What this task involves:
Your answer should consist of every line in the records that holds "fabs".

Collected data:
|---|
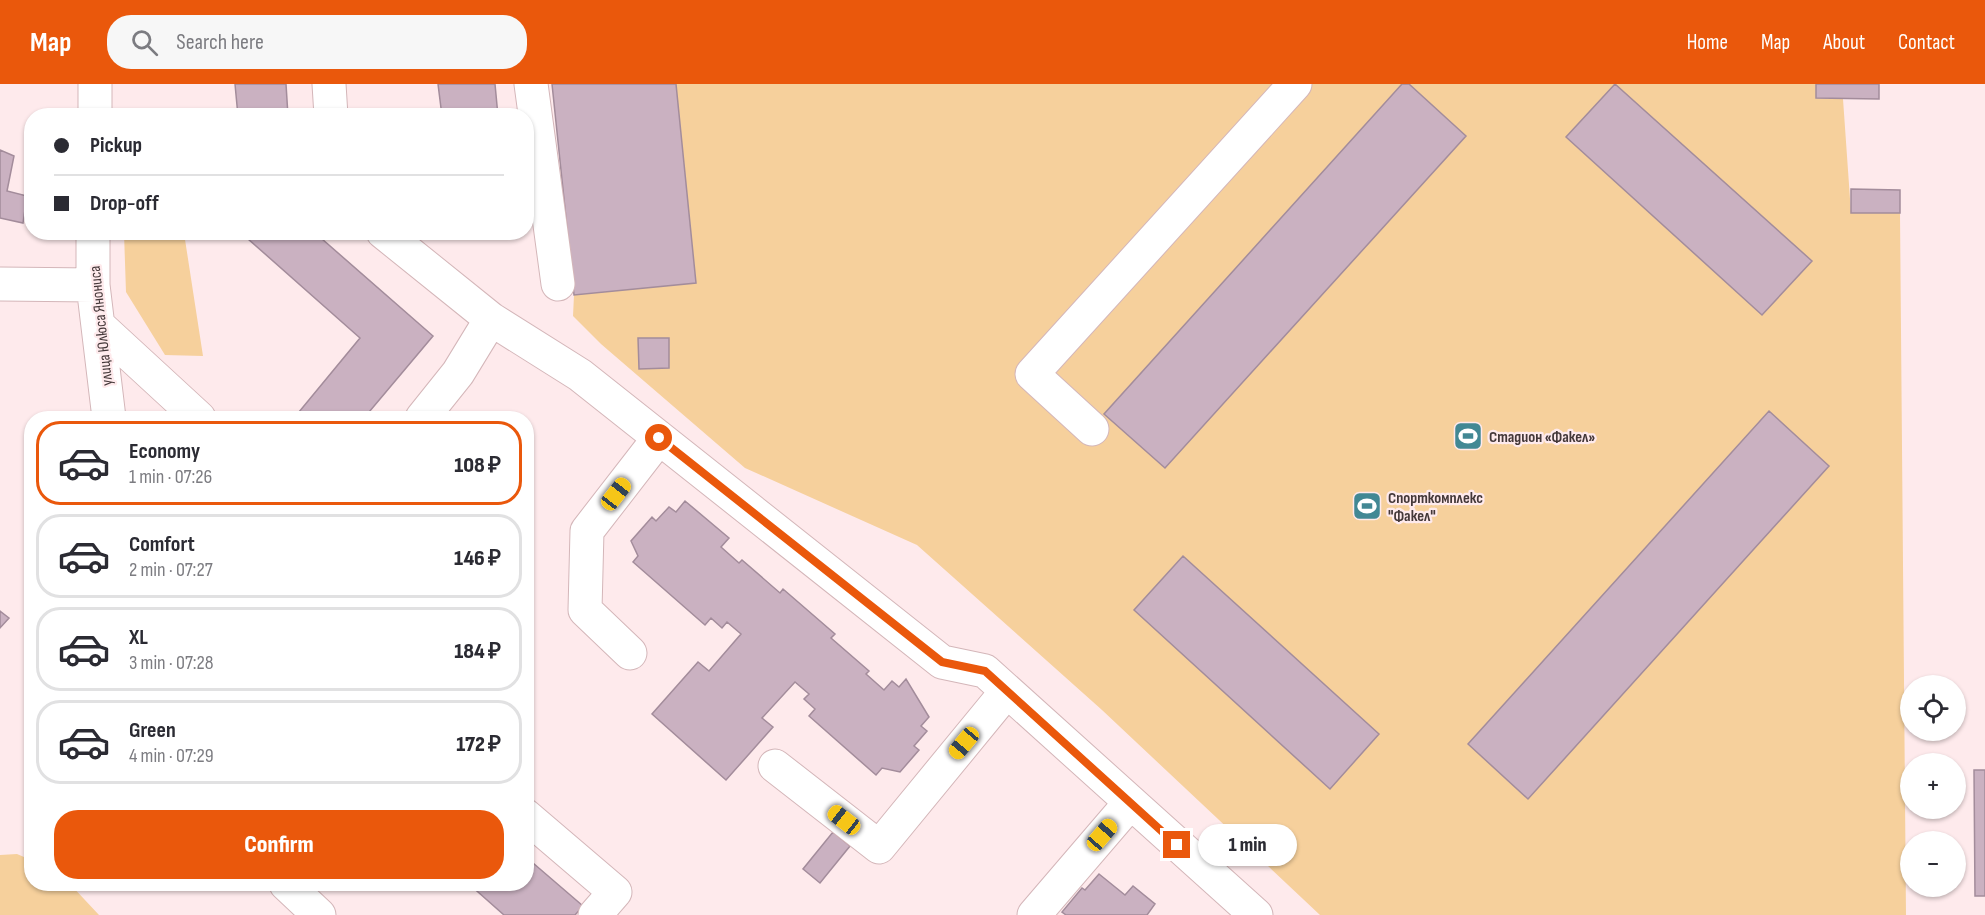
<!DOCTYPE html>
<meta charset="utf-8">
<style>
:root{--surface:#fff;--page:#f7f7f7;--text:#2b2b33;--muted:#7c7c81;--line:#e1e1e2;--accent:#ea580c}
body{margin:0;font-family:"Sofia Sans Condensed",sans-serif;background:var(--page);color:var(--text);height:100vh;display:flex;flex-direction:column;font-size:22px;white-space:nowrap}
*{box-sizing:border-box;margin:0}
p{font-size:20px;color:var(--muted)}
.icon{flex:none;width:33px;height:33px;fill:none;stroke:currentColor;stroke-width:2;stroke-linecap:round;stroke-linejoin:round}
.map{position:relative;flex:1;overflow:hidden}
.drawer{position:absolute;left:24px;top:327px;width:510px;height:480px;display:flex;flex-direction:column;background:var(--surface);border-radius:24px;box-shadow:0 2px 4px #0004}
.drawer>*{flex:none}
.guide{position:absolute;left:24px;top:24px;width:510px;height:132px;border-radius:24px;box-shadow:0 2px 4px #0004;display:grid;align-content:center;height:132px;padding:0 30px;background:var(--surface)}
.fabs{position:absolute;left:1900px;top:591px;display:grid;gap:12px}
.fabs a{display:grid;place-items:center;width:66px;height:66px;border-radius:50%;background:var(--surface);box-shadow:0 2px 4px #0004;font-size:30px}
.end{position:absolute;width:27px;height:27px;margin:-14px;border:8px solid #ea580c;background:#fff;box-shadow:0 0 0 3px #fff}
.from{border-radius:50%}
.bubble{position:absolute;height:42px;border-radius:21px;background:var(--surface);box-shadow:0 2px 4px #0004;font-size:20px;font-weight:800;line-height:42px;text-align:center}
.car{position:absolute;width:18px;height:36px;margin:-18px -9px;border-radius:8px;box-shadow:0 0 4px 2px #0007;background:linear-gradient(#f5c518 24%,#345 0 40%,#f5c518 0 76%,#345 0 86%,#f5c518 0)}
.guide b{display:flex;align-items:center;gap:21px;height:57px;font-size:22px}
.guide b+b{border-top:2px solid var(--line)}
.guide i{width:15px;height:15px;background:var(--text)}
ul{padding:10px 0 0;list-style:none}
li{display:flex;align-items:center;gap:18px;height:84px;margin:0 12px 9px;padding:0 18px;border:3px solid var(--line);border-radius:24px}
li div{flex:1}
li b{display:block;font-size:22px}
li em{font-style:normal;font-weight:800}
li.current{border-color:var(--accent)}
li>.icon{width:54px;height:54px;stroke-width:1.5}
.cta{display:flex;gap:12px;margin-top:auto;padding:12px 30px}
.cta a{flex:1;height:69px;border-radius:24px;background:var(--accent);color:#fff;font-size:24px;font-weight:800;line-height:69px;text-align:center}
header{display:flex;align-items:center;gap:36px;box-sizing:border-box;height:84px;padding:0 30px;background:var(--accent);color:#fff}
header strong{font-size:28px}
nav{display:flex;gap:33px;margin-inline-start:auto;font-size:21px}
.search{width:420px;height:54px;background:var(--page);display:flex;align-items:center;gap:15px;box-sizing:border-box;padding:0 21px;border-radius:24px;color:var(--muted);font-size:22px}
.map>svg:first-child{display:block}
.green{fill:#f6d09c}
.building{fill:#cab1c1;stroke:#a38c9b;stroke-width:1.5}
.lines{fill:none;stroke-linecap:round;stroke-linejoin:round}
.minor-casing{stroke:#d4b6b9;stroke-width:35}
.minor{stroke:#fff;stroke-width:33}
.route{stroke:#ea580c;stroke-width:8}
.labels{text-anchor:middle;stroke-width:4.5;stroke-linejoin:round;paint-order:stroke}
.street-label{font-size:16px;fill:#443839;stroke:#feeaec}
.poi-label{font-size:16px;font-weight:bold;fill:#443839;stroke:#feeaec;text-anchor:start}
</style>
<header>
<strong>Map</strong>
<div class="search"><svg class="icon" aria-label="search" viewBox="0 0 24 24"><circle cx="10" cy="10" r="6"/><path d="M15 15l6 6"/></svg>Search here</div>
<nav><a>Home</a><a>Map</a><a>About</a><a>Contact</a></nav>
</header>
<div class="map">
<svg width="1985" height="831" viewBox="0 0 1985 831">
<rect width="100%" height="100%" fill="#feeaec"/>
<path class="green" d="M676,0h1140v14l27,1 8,114h49l6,702h-586l-218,-205 -185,-165 -172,-77 -144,-124 -28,-28 1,-21 122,-13z
M124,149h60l19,123 -38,-1 -39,-63z
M17,770l14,6 1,24h38l29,31h-99v-60z"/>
<path class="building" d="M235,0h51l2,32h-50z
M438,0h57l3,32h-56z
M552,0h124l20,199 -122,12z
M1402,0h7l57,52 -301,332 -61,-54z
M1615,0l197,177 -50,54 -196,-178z
M1816,0h63v15l-63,-1z
M0,66l14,6 -7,35 20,5 -4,27 -23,-5z
M1851,105l49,1v23h-49z
M246,148h68l119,104 -69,82h-70l66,-80 -113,-100z
M638,254h31v30l-30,1z
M1769,327l60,55 -301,333 -60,-55z
M685,417l44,37 -8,9 18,16 3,-3 38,33 3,-4 52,45 -4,4 38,33 -3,3 18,16 8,-9 7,6 7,-8 23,38 -8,9 6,5 -13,15 5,4 -19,22 -18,-4 -6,7 -67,-59 6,-7 -11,-10 5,-5 -14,-12 -33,36 11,9 -47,53 -74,-66 46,-52 11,9 32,-37 -14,-12 -5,6 -11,-10 -6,7 -72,-63 5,-6 -7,-15 21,-24 4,4 13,-14 7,5z
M1183,472l196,178 -49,55 -196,-179z
M0,527l9,7 -9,10z
M1974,686h11v126h-10z
M833,748l17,14 -30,37 -17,-14z
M526,773l57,49 -8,9h-71l-35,-31h57z
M1099,790l26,21 8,-9 22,18 -8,11h-81l-4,-3 20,-24 3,2z"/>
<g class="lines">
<g class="minor-casing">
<path id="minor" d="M329,0l2,32
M531,0l27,200
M95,32v-32
M93,148v53l16,133
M383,148l108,87 89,56 362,287 43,9 271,244
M0,200l93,1
M98,241l101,93
M422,334l36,-45 33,-54
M1092,345l-60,-55 263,-290
M630,569l-45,-43 2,-79 72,-93
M775,682l104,81 128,-156
M526,732l89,76 -20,23
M286,800l33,31
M1034,831l96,-112"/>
</g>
<use href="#minor" class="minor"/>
</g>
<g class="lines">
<path class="route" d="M659,354l283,224 43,9 192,174"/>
</g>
<defs>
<g id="stadium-square" transform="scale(1.5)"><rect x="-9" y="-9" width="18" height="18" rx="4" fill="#428894" stroke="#feeaec"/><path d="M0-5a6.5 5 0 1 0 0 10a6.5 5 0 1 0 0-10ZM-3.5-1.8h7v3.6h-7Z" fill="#fff"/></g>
</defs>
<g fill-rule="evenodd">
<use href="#stadium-square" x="1468" y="352"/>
<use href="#stadium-square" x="1367" y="422"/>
</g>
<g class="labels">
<g class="street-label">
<text transform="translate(100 242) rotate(-96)" y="6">улица Юлюса Янониса</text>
</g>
<g class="poi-label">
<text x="1489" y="358">Стадион «Факел»</text>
<text x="1388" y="419">Спорткомплекс<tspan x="1388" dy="18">"Факел"</tspan></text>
</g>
</g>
</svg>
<div class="fabs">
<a><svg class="icon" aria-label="locate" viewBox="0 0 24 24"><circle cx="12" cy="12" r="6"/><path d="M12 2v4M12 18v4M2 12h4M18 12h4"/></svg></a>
<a>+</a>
<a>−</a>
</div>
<i class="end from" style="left:659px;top:354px"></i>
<i class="end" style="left:1177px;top:761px"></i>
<div class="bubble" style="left:1198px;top:740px;width:99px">1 min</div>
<i class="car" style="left:616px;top:410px;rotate:38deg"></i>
<i class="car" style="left:964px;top:659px;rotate:220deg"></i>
<i class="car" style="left:844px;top:736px;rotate:308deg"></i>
<i class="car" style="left:1102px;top:751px;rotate:41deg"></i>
<div class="guide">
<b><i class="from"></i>Pickup</b>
<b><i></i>Drop-off</b>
</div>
<section class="drawer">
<ul>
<li class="current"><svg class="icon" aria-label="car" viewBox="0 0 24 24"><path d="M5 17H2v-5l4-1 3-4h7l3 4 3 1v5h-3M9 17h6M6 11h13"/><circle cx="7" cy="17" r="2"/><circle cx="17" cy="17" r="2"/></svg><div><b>Economy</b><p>1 min · 07:26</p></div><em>108 ₽</em></li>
<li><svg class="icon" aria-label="car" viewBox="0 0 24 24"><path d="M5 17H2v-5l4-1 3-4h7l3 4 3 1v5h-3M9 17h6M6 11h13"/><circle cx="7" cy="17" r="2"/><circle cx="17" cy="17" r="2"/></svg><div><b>Comfort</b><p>2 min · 07:27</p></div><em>146 ₽</em></li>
<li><svg class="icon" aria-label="car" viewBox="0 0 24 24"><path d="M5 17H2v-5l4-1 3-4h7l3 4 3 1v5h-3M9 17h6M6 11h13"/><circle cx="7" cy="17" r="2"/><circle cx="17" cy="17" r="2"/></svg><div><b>XL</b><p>3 min · 07:28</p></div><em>184 ₽</em></li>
<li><svg class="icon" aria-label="car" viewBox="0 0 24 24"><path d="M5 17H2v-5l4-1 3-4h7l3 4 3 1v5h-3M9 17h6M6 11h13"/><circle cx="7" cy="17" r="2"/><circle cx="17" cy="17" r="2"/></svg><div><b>Green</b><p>4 min · 07:29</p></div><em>172 ₽</em></li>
</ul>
<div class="cta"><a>Confirm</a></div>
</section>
</div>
|---|
Answer to this task:
.fabs{position:absolute;left:1900px;top:591px;display:grid;gap:12px}
.fabs a{display:grid;place-items:center;width:66px;height:66px;border-radius:50%;background:var(--surface);box-shadow:0 2px 4px #0004;font-size:30px}
<div class="fabs">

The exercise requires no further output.